Garlic Chicken Pasta Recipe

This is a quick and easy garlic chicken pasta recipe - use leftover cooked chicken from your roast to give you a second family meal.

You can use fresh chicken if you like - instructions at the bottom of the recipe.


Garlic Chicken Pasta

  • 1lb (500g) pasta, spaghetti or linguine
  • cooked chicken pieces - at least 4oz but more if you have it
  • 1 tablespoon olive oil
  • 2 cloves garlic peeled and crushed
  • 3 tablespoons cream, yoghurt or creme fraiche
  • large handful of basil - chopped
  • fresh ground black pepper
  • large handful of grated parmesan plus more to serve

Cook the pasta in a large pan according to the instructions on the pack.

Cook the garlic in the oil until soft - about 2 or 3 minutes.

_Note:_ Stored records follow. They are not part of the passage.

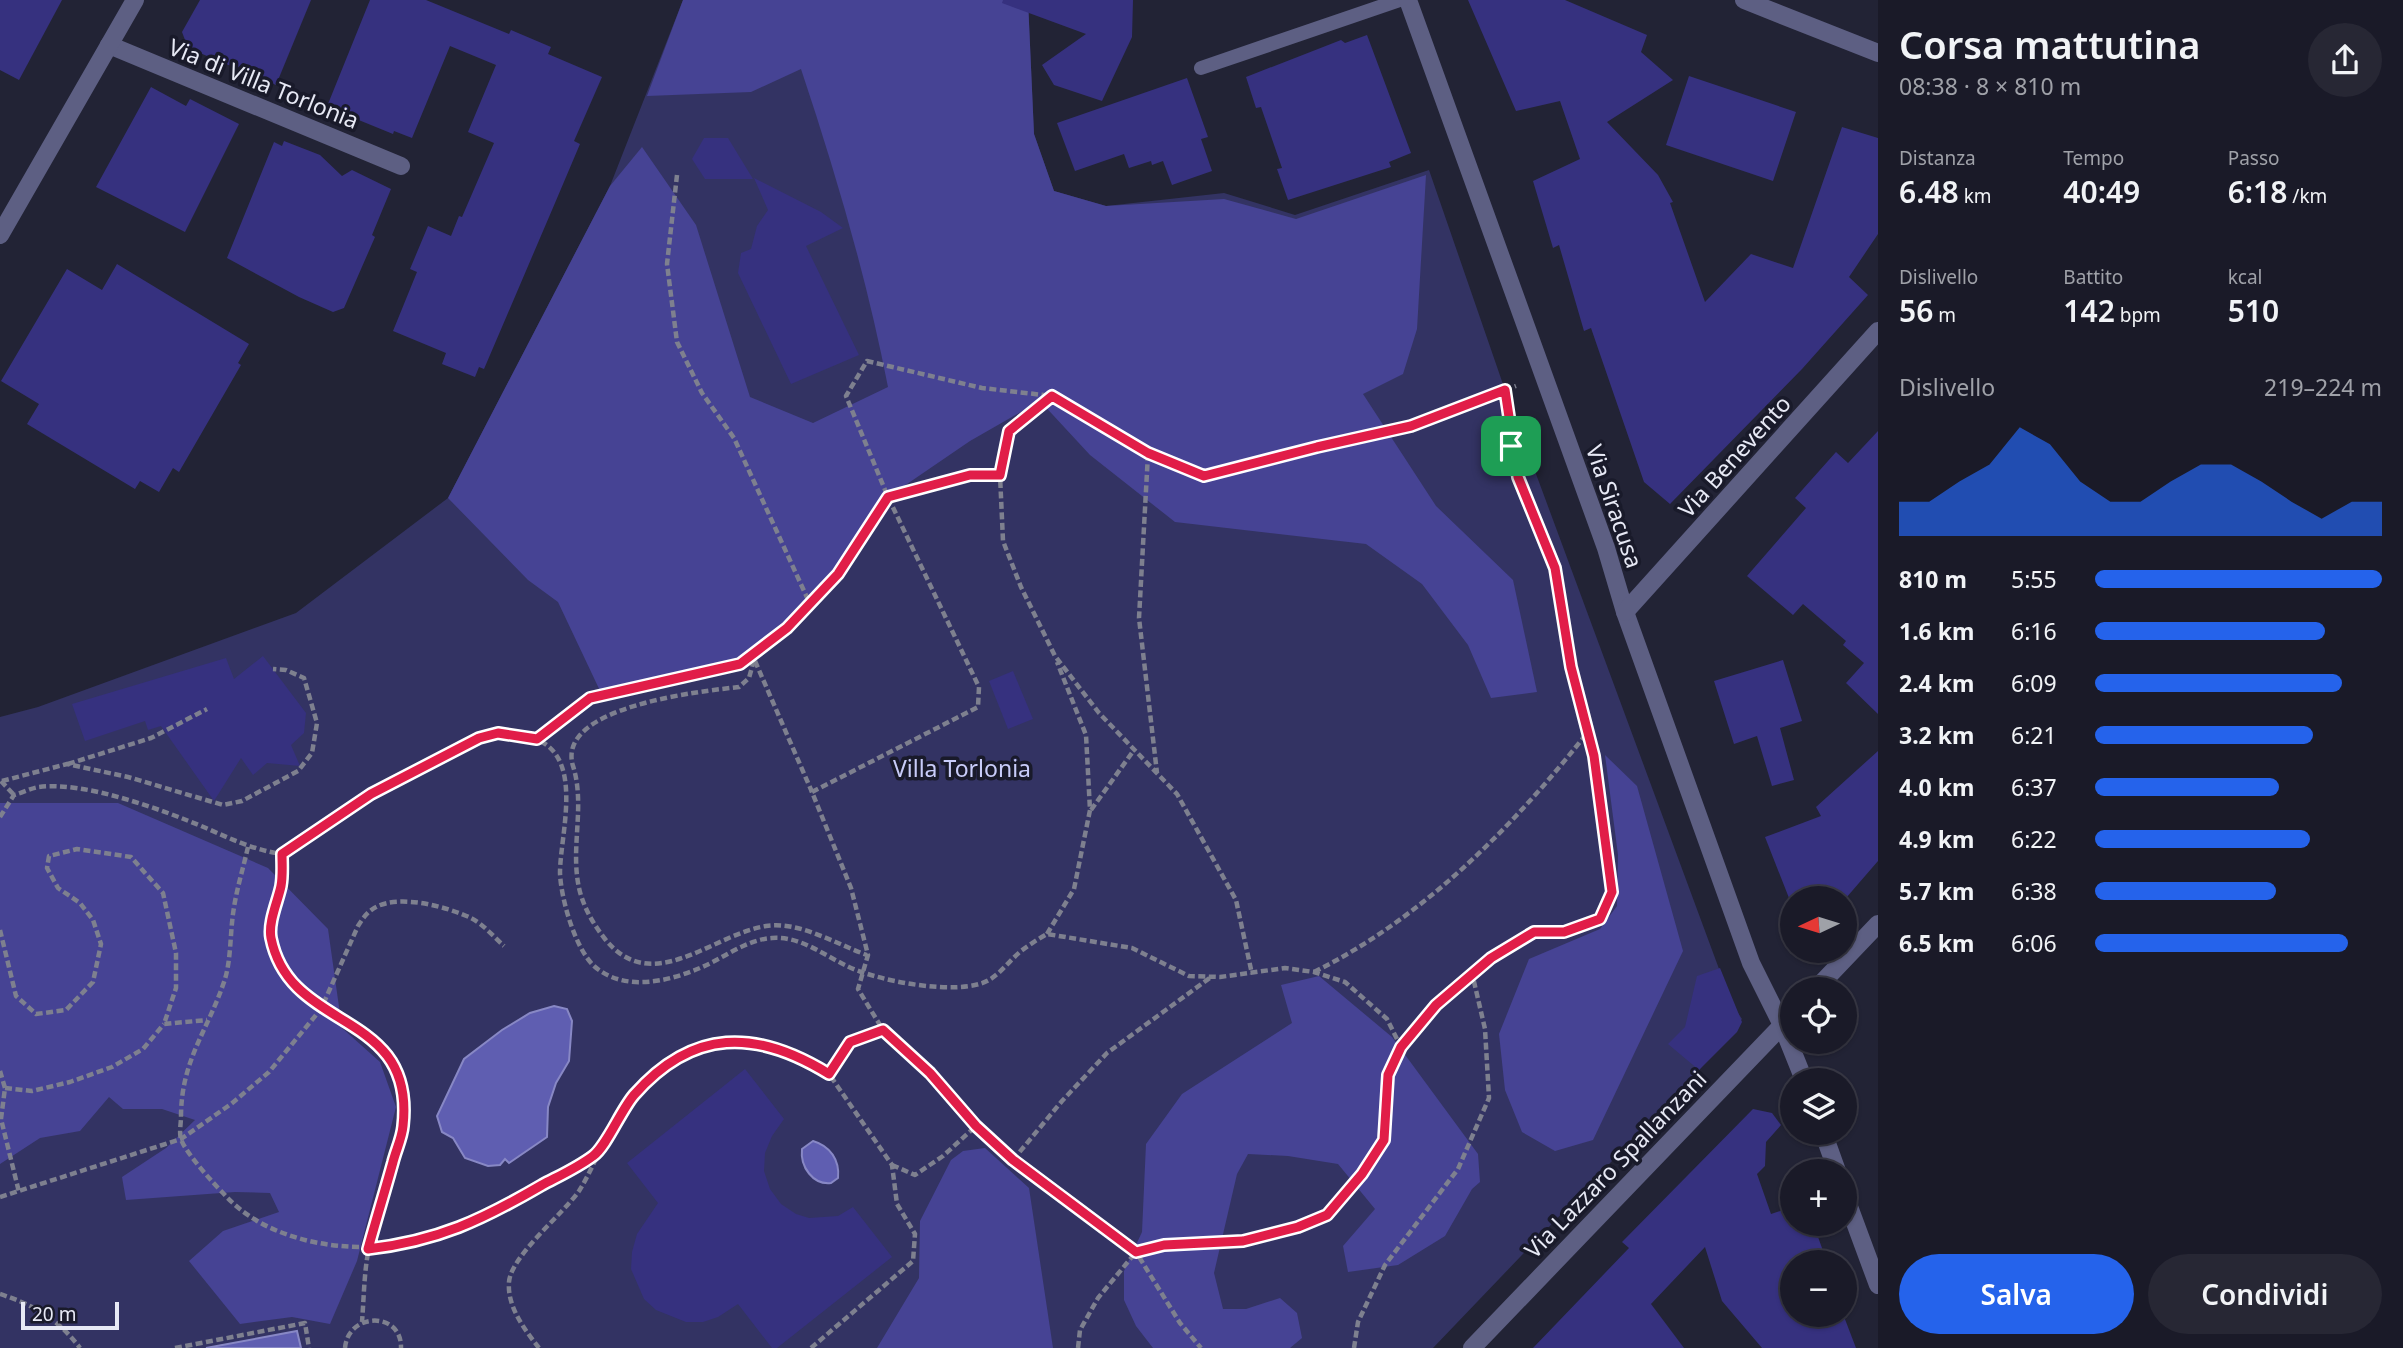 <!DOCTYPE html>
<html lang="it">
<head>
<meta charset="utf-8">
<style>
  body { margin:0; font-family:"Noto Sans",sans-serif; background:#272734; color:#f1f3f6; height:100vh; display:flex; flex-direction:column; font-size:26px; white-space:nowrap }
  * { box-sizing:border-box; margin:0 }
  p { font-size:23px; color:#9fa1a8 }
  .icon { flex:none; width:38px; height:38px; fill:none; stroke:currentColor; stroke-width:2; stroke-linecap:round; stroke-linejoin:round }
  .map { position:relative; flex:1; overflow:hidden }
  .panel { display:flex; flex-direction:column; background:#1a1a28; width:525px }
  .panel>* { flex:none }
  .needle { width:46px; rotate:266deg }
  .controls { position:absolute; left:1780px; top:886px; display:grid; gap:14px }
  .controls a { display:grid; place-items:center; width:77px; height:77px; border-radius:50%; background:#1a1a28; box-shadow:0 2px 5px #0004,0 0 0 2px #383845; font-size:35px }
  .scale { position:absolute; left:21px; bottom:18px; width:98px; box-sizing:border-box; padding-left:7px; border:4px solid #e7e9f5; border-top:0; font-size:19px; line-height:24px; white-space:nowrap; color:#e7e9f5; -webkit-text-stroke:5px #191a2a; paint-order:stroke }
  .pin { position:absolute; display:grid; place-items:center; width:60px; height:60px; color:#fff; margin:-30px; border-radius:14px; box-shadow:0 4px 10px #0006 }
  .round { display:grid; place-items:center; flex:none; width:74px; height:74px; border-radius:37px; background:#272734 }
  .summary { display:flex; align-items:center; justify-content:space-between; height:119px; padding:0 21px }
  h1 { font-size:38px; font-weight:600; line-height:52px }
  .stats { display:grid; grid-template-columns:repeat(3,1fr); gap:10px; height:119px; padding:7px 21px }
  .stats div { display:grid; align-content:center }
  .stats b { font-size:30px; font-weight:600 }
  .stats small { font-size:19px; font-weight:400 }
  .stats p { font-size:19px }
  .chart { height:196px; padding:14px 21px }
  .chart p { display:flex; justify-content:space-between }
  .chart svg { width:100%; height:126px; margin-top:7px; fill:#2563eb; opacity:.7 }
  .button { display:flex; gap:14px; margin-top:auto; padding:14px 21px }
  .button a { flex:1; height:80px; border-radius:42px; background:#2563eb; color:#fff; font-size:28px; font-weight:600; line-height:80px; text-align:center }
  .button a+a { background:#272734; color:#f1f3f6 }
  ul { padding:0 21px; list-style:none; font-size:23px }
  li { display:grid; grid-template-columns:112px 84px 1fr; align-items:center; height:52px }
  li i { height:18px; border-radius:9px; background:#2563eb }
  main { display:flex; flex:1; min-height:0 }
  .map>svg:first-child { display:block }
  .green { fill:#333363 }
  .forest { fill:#464394 }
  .water { fill:#5f5eb1; stroke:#8888c5; stroke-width:2 }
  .building { fill:#36317f }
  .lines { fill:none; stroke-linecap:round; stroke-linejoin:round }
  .path { stroke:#7e808f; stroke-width:4.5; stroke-dasharray:7 3.5; stroke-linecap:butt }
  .service { stroke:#5d5f83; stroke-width:14 }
  .minor { stroke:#5d5f83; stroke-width:18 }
  .tertiary { stroke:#5d5f83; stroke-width:18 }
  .route-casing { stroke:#fff; stroke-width:14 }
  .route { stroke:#e11d48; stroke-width:9 }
  .labels { text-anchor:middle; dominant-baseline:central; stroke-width:7; stroke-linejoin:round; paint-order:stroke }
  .street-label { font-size:23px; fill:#e7e9f5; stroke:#191a2a }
  .park-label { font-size:23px; fill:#c8ccf9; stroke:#191a2a }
</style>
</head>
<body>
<main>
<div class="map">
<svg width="1878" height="1348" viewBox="0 0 1878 1348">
  <rect width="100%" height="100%" fill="#222335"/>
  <polygon class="green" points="683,0 1028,0 1034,134 1054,191 1106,206 1224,193 1295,215 1429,170 1505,390 1732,1004 1742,1019 1699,1070 1433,1348 0,1348 0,717 38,707 296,613 448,498 610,186"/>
  <g class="forest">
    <path d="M 683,0 L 1028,0 L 1034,134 L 1054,191 L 1106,206 L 1224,199 L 1296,219 L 1426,175 L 1417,329 L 1403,374 L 1363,394 L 1436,506 L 1513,580 L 1537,692 L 1491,698 L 1468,645 L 1422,584 L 1366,544 L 1175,522 L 1090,455 L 1040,401 L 970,441 L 888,497 L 838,574 L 787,628 L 740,664 L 602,695 L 558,602 L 528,580 L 448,498 L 610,186 L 642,147 L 696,225 L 750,397 L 813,423 L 888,387 C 867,279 836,174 801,69 L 751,92 L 647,96 Z"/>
    <polygon points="1605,755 1637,786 1683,951 1593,1140 1555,1151 1522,1132 1505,1090 1499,1034 1529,959 1600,929 1617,906 1618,855"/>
    <polygon points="0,803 118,803 268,868 328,929 342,1028 380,1062 396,1107 357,1261 330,1324 292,1317 240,1324 189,1261 223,1231 279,1212 270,1193 235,1192 126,1200 122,1177 166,1148 195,1120 162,1109 123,1109 109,1097 80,1131 40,1138 0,1164"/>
    <polygon points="1319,976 1392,1037 1478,1154 1480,1182 1472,1189 1445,1236 1398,1265 1348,1272 1343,1246 1375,1209 1338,1164 1288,1156 1248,1154 1237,1174 1214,1273 1223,1309 1246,1309 1280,1298 1297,1313 1302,1338 1290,1348 1153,1348 1136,1326 1124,1300 1124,1271 1142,1232 1146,1144 1182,1094 1292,1023 1281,985"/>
    <polygon points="985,1148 1029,1188 1053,1348 877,1348 919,1278 920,1221 951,1160 963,1151"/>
  </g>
  <g class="water">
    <polygon points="554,1006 567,1009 572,1021 569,1061 556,1083 548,1107 547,1137 509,1163 505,1159 500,1165 488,1166 465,1158 453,1138 442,1132 437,1116 464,1059 502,1030 530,1013"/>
    <path d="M 813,1141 C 830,1146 840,1160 838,1178 L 831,1183 C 813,1185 800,1167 802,1149 Z"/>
    <polygon points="297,1331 301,1348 206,1348"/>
  </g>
  <g class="building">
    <polygon points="0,0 62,0 19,80 0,70"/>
    <polygon points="200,0 311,0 276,85 188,48 182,32"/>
    <polygon points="370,0 426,0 509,34 511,30 551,47 548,54 602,77 574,141 580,144 555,203 484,369 479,367 475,377 442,364 446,353 393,331 417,272 410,269 428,226 451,236 459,216 462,217 494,143 468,132 496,65 450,46 412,138 394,131 393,134 344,114 345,111 328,104"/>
    <polygon points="1003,0 1133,0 1132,37 1102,101 1054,85 1042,65 1086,34 1002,3"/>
    <polygon points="1468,0 1565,0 1647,35 1641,52 1673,80 1607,122 1658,175 1673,202 1670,203 1705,302 1751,254 1793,268 1842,127 1878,138 1878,234 1849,277 1868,295 1802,369 1670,504 1644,482 1591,328 1584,331 1559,245 1553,248 1533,181 1580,159 1560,101 1516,111"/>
    <polygon points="1367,35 1411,153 1389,162 1391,167 1288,200 1277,169 1282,168 1261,107 1256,108 1246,77 1341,40 1345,43"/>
    <polygon points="1689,76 1796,112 1773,181 1666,145"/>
    <polygon points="1187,78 1208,137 1201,139 1212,171 1172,185 1163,161 1152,165 1151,161 1129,168 1124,154 1075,171 1057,123"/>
    <polygon points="151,87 186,106 190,99 239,124 185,232 96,187"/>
    <polygon points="704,138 728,138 753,179 705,179 692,159"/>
    <polygon points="284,141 320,155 342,176 352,170 391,189 372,235 375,237 344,308 333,312 299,297 227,258 274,142 282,146"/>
    <polygon points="754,178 821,212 843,228 806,246 859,355 791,384 738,273 741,253 751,249 757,226 768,210"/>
    <polygon points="117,264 249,344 238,363 241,365 179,472 173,468 159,492 140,481 135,489 27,424 39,404 1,381 67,269 102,290"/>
    <polygon points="1878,431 1878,714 1846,683 1864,663 1843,645 1846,641 1803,604 1793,615 1747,576 1806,508 1795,498 1836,452 1848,463"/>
    <polygon points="263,656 306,713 304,733 291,745 300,766 267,763 253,775 241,758 214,801 161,726 148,730 145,721 85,741 72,704 226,658 234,679"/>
    <polygon points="1783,660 1802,721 1780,728 1794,780 1772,786 1757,736 1734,744 1714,681"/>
    <polygon points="1013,671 1033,719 1008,729 989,681"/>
    <polygon points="1878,751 1878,861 1846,898 1789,898 1765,837 1821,816 1816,807"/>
    <polygon points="1720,968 1742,1022 1737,1032 1699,1070 1668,1044 1685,1027 1697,976"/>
    <polygon points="745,1069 784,1119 772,1136 765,1153 764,1171 770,1189 781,1204 796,1214 809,1218 838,1216 853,1207 892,1257 777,1348 772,1348 738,1304 718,1317 703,1322 686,1322 656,1310 644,1299 631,1269 632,1252 637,1234 658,1203 627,1163"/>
    <polygon points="1753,1109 1772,1113 1781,1125 1766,1142 1765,1166 1757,1174 1771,1214 1792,1207 1792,1223 1813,1223 1827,1262 1792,1262 1792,1314 1843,1314 1856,1348 1762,1348 1722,1301 1705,1247 1651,1304 1684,1348 1533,1348 1629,1248 1622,1242"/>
  </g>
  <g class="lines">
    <g class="path">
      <polyline points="677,175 667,264 677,342 702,393 734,438 810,604"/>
      <polyline points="1148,454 1139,618 1157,773"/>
      <polyline points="1000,475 1009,431 1052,396 1148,454 1204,476 1316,447 1411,427 1505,390"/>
      <path d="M 754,660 L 749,678 L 739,687 C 703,691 555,706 573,766 C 586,807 569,850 580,892 C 585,910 594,925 605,939 C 652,998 713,934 766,926 C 800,921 836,944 867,955"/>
      <polyline points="755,661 812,792"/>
      <polyline points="537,739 590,698 740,664 787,628 838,574 888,497 970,475 1000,475 1003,541 1021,587 1055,656 1099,713 1177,794 1236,900 1252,974"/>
      <polyline points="68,764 151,738 207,709"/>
      <polyline points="1,781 14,795"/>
      <polyline points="2,781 67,764 128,777 223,805 242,801 298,771 312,753 317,723 304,678 286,670 273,669"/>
      <polyline points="1091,810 1134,750"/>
      <path d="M 0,817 L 14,795 C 22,793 31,788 39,787 C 85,781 163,810 206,828 C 231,839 254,850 282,854 C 312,835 339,813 369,795 C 384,785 402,780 417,771 C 437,760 456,747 477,739 C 494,732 512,733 529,737 C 587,751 560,833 560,873 C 561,899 575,948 594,966 C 623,992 667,982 700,968 C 724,958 745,940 772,938 C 800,936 822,954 845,965 C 875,981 960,997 989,980 C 1001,973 1010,960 1021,951 C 1029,945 1038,939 1047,934 L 1132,948 L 1189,976 L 1220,977 L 1285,968 L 1314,972 L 1345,982 L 1387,1019 L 1401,1047"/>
      <path d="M 248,847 C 243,869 236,891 233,914 C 230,936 231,962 224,982 C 207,1032 181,1061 181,1117 C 181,1123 179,1133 181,1139 C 185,1152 213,1183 223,1193 C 246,1219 276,1233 309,1241 C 421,1266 503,1207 596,1155"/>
      <path d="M 282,854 C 282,864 283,876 281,886 C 278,901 268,923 271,938 C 277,967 296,993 322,1009 C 360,1033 389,1037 401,1088 C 412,1138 379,1199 369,1248 C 364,1271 364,1297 362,1322"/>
      <polyline points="0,930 16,996 36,1014 66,1010 93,982 101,944 93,920 80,903 58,888 47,868 49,856 77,849 131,857 163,893 176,953 176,988 164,1024 207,1020"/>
      <polyline points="1047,934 1074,889 1090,810 1086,735 1057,662"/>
      <path d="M 1314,972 C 1423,918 1513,827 1587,733"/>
      <polyline points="0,1071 5,1088 1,1119 19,1192"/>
      <polyline points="5,1088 32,1091 70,1082 112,1067 143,1049 164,1024"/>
      <polyline points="976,1126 1013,1160 1136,1252 1180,1323 1201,1348"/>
      <polyline points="1013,1160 1062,1101 1107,1053 1211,977"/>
      <polyline points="892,1165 915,1175 943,1156 976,1126 930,1073 883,1030 858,989 868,955 851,888 812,792 978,707 979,687 888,497 846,396 867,361 982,388 1052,396"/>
      <path d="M 0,1197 L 181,1139 L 231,1104 L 269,1072 L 321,1009 L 358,926 C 363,918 368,911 376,907 C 400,894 448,907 471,918 C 483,924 494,937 504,946"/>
      <path d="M 0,1294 C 34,1305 58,1319 80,1348"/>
      <polyline points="175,1348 305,1323 309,1348"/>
      <path d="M 345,1348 C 348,1312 402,1311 401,1348"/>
      <path d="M 539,1348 C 525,1330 507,1307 509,1282 C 511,1256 562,1215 579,1191 C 594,1167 603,1139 619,1116 C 663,1048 721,1027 797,1055 C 808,1059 819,1068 829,1074"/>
      <polyline points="811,1348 913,1261 915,1234 897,1204 892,1165 829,1074 850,1042 883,1030"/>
      <polyline points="1078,1348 1080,1330 1098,1298 1136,1252 1164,1245 1243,1241 1298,1227 1327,1215 1362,1174 1384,1140 1388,1075 1401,1047 1436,1005 1491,958 1534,932 1564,932 1600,919 1612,892 1594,756 1571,667 1555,568 1518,477 1505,390 1516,386"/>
      <polyline points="1354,1348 1358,1322 1385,1265 1458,1169 1489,1098 1485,1029 1472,973"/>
    </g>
    <polyline class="service" points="1201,68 1400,0"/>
    <g class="minor">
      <polyline points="1408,0 1606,548 1625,612 1751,963 1782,1025 1804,1080"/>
      <polyline points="1744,0 1878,53"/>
      <polyline points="109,45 401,166"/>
      <polyline points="1625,612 1878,331"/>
      <polyline points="1823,1132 1837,1171"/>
      <polyline points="1844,1193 1878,1285"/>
    </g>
    <g class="tertiary">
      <polyline points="0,235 135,0"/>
      <polyline points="1816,989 1878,924"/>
      <polyline points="1472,1348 1792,1015"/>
    </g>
  </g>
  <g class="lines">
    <defs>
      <path id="route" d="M 1505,390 L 1518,477 L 1555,568 L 1571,667 L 1594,756 L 1612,892 L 1600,919 L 1564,932 L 1534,932 L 1491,958 L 1436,1005 L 1401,1047 L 1388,1075 L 1384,1140 L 1362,1174 L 1327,1215 L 1298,1227 L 1243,1241 L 1164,1245 L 1136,1252 L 1013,1160 L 976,1126 L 930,1073 L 883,1030 L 850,1042 L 829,1074 C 756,1029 693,1028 634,1095 C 621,1110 606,1147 593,1156 C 577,1168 559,1176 542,1185 C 482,1220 438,1241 368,1249 C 376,1220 385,1191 393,1162 C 396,1150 402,1138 403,1126 C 416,1008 290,1034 271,938 C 268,922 278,901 281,886 C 283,875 282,864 282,854 L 371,794 L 479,738 L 498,733 L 537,739 L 590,698 L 740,664 L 787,628 L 838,574 L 888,497 L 970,475 L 1000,475 L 1009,431 L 1052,396 L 1148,453 L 1204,476 L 1317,447 L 1411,426 Z"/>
    </defs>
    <use href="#route" class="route-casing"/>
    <use href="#route" class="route"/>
  </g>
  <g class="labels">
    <g class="street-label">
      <text transform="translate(264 83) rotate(22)">Via di Villa Torlonia</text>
      <text transform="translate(1734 456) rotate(-48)">Via Benevento</text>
      <text transform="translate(1615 506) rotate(71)">Via Siracusa</text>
      <text transform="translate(1615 1164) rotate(-46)">Via Lazzaro Spallanzani</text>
    </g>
    <g class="park-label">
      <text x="962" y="768">Villa Torlonia</text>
    </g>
  </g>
</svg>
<div class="controls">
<a><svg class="needle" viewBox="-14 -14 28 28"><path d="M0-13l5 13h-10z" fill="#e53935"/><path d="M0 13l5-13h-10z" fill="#9fa1a8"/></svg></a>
<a><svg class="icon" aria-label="locate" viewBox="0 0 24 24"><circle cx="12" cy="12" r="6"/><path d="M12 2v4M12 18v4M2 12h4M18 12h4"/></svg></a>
<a><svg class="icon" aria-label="layers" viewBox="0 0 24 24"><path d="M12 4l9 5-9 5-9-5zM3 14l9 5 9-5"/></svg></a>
<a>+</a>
<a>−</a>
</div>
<div class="scale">20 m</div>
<div class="pin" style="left:1511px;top:446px;background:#1e9e55"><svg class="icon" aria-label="arrive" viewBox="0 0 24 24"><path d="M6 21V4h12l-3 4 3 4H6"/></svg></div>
</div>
<section class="panel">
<div class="summary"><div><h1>Corsa mattutina</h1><p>08:38 · 8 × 810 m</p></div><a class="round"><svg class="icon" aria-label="share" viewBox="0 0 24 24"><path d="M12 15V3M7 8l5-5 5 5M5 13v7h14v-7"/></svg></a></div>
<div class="stats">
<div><p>Distanza</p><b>6.48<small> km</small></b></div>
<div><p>Tempo</p><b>40:49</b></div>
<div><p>Passo</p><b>6:18<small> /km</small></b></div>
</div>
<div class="stats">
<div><p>Dislivello</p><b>56<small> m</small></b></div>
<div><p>Battito</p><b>142<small> bpm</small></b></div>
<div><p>kcal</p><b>510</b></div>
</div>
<div class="chart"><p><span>Dislivello</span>219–224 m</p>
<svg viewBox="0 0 160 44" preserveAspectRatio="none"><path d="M0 44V32L10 32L20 25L30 19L40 6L50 12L60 25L70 32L80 32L90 25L100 19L110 19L120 25L130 32L140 38L150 32L160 32V44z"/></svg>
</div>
<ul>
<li><b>810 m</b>5:55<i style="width:100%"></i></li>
<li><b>1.6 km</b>6:16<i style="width:80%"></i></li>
<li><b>2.4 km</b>6:09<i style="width:86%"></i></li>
<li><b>3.2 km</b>6:21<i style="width:76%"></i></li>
<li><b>4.0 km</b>6:37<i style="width:64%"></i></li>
<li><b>4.9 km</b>6:22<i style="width:75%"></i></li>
<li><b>5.7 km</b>6:38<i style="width:63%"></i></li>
<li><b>6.5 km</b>6:06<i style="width:88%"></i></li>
</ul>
<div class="button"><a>Salva</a><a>Condividi</a></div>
</section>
</main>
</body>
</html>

Tear the chicken into very small pieces and add to the garlic. Fry for 1 or 2 minutes to heat through.

Drain the pasta and reserve some cooking water - about a cup.

Return the pasta to the large pan.

Tip in the cooked garlic and chicken mixture.

Stir in the cream, basil and parmesan.

Mix the whole together with wooden tongs or a spoon - if it looks a bit dry, then stir in some of the cooking water to make a creamy sauce that coats the pasta. Just add a tablespoon or so at a time until you get the consistency you want.

Serve immediately into hot bowls with extra parmesan if you like.

If you want to use fresh chicken in this recipe, then one chicken breast would be enough - chop very small and cook for about 5 minutes with the garlic instead of just 1 or 2 minutes to warm through.